Records for the task ▸
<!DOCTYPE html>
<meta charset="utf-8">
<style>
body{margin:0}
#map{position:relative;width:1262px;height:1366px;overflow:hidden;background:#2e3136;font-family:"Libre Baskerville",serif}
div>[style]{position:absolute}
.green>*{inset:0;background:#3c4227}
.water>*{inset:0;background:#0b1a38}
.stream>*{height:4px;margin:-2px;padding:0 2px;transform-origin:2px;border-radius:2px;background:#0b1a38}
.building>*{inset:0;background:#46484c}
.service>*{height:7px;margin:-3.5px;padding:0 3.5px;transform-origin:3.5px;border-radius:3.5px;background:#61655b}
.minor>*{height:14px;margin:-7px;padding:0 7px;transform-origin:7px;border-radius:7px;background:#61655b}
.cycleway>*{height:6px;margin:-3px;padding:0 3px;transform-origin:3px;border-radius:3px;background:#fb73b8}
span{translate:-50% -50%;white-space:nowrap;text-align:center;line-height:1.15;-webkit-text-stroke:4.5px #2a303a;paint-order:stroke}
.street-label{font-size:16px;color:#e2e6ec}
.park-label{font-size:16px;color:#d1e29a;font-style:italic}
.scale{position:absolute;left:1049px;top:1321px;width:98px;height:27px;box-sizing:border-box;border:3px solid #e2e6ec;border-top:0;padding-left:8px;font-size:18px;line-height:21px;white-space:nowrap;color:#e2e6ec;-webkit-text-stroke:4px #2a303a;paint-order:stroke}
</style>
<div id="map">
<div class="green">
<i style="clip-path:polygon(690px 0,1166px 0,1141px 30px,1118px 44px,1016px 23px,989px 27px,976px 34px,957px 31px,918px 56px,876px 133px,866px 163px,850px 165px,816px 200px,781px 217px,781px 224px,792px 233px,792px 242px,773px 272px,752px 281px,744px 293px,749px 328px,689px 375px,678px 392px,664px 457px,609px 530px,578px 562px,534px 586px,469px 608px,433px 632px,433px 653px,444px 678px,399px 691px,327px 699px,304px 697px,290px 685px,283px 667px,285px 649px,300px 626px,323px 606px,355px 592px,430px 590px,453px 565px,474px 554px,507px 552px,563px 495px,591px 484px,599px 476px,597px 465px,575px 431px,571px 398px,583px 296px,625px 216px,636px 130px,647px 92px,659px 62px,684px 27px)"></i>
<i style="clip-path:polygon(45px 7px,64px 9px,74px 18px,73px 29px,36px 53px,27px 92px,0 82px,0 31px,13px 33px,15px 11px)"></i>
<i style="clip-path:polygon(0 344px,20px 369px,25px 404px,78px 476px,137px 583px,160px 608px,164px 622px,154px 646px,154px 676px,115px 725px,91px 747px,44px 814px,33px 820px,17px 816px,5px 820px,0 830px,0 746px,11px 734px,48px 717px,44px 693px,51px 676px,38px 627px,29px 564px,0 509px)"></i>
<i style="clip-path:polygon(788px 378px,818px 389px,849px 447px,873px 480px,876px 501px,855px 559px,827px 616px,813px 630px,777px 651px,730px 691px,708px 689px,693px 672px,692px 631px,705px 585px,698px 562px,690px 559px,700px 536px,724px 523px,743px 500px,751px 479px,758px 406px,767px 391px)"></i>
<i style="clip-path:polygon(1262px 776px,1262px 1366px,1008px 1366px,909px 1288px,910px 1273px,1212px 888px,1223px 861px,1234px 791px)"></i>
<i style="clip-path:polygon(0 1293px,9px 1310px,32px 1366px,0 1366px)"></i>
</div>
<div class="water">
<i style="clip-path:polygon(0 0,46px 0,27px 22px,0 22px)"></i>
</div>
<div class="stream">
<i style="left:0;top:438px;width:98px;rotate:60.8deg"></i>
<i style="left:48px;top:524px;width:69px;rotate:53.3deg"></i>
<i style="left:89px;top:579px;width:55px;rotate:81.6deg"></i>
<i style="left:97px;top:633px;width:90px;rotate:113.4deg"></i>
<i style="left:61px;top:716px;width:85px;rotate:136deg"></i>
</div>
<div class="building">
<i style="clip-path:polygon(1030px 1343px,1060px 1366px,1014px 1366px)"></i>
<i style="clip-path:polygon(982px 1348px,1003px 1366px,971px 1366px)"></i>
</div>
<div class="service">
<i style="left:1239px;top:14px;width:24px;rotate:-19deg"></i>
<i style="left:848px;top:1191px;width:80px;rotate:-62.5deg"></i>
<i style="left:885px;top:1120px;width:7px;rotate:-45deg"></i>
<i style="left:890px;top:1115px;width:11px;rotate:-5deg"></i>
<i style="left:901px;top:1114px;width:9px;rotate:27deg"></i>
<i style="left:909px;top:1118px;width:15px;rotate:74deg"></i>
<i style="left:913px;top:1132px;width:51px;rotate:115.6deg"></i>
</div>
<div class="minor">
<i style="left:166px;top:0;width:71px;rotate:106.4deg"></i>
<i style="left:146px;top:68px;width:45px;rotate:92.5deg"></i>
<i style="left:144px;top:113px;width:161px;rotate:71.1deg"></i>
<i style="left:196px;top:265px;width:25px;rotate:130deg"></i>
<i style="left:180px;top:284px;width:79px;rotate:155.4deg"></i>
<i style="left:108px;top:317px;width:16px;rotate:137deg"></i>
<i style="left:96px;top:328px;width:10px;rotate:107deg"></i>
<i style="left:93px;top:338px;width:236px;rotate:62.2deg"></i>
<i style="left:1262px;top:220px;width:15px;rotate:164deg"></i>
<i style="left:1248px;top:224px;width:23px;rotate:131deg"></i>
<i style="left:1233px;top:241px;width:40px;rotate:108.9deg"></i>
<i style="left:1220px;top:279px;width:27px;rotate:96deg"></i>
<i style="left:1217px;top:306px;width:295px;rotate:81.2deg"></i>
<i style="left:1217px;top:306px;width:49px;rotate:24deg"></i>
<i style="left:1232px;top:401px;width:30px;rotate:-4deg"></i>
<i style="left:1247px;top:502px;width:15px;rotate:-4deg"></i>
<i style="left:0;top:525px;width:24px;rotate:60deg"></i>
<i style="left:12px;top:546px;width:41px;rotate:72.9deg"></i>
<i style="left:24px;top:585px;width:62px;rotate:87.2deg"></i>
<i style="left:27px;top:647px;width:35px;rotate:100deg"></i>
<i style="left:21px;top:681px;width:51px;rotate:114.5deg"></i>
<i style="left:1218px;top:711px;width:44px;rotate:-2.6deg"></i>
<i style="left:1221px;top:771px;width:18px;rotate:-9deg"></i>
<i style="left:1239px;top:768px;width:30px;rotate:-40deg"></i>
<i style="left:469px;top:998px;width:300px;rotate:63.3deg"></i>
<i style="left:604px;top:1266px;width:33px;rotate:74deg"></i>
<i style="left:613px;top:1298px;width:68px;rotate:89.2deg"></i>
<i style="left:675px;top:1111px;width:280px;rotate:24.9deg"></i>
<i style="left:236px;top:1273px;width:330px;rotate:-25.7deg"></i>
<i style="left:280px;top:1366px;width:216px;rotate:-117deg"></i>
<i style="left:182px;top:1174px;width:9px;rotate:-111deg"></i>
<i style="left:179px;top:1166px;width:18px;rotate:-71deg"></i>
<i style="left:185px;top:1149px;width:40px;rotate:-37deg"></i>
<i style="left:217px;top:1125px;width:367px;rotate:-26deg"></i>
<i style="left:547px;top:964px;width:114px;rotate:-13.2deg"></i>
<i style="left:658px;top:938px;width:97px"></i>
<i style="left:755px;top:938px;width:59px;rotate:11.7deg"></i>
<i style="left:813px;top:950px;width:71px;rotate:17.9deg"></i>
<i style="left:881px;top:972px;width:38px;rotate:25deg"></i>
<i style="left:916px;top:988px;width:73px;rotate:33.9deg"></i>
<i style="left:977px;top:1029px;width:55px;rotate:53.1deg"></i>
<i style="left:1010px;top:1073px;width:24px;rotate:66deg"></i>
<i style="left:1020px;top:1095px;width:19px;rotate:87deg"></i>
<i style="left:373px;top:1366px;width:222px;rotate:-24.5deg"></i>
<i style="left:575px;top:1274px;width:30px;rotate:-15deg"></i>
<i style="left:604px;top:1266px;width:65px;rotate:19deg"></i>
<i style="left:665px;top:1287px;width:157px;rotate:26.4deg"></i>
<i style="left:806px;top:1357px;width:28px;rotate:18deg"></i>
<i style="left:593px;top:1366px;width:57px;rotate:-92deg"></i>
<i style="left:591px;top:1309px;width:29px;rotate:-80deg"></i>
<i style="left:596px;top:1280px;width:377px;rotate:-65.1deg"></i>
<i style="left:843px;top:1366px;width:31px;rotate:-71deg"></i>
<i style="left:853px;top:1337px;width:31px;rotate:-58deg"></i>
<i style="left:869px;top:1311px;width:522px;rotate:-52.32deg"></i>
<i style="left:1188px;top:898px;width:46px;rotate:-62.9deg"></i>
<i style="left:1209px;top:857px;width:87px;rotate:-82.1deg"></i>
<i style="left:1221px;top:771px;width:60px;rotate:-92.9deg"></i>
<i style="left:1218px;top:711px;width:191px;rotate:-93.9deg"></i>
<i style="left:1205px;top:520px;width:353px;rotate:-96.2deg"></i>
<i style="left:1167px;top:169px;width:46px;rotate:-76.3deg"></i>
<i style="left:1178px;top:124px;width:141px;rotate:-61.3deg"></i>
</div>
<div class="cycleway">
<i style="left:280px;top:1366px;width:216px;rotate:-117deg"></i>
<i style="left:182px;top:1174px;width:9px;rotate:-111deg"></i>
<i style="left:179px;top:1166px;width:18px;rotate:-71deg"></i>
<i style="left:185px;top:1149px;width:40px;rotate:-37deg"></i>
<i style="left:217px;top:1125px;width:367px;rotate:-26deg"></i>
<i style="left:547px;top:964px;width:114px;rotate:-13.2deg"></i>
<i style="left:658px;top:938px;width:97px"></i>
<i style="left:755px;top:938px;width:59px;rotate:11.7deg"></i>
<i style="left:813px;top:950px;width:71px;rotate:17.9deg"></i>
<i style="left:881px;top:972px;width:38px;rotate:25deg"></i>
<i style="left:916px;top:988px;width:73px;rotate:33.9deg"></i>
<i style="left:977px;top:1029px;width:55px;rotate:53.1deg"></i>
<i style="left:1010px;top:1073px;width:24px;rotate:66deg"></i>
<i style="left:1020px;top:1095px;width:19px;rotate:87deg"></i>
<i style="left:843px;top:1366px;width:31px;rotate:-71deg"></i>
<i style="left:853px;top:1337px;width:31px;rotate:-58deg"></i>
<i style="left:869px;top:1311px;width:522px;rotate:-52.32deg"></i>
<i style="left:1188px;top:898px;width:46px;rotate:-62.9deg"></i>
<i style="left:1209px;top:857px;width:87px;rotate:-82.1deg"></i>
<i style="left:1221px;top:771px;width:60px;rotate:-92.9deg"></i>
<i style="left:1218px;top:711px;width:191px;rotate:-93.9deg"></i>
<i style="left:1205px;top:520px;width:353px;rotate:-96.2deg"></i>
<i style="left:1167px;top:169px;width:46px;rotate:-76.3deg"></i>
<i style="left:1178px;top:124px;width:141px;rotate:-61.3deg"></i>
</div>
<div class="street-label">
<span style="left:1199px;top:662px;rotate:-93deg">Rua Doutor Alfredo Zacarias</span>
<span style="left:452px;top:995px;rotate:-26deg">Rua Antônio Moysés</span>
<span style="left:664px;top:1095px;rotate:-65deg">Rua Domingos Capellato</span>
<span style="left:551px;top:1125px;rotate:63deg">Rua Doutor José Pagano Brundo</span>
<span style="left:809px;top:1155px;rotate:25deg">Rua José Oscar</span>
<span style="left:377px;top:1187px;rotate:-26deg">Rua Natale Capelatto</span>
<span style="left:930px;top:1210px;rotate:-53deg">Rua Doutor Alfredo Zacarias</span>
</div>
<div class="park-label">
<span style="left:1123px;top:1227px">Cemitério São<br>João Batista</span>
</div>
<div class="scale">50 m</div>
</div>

Task prompt ▸
Within the entries above, find every line where the string "stream" occurs, and copy it.

Completed task ▸
.stream>*{height:4px;margin:-2px;padding:0 2px;transform-origin:2px;border-radius:2px;background:#0b1a38}
<div class="stream">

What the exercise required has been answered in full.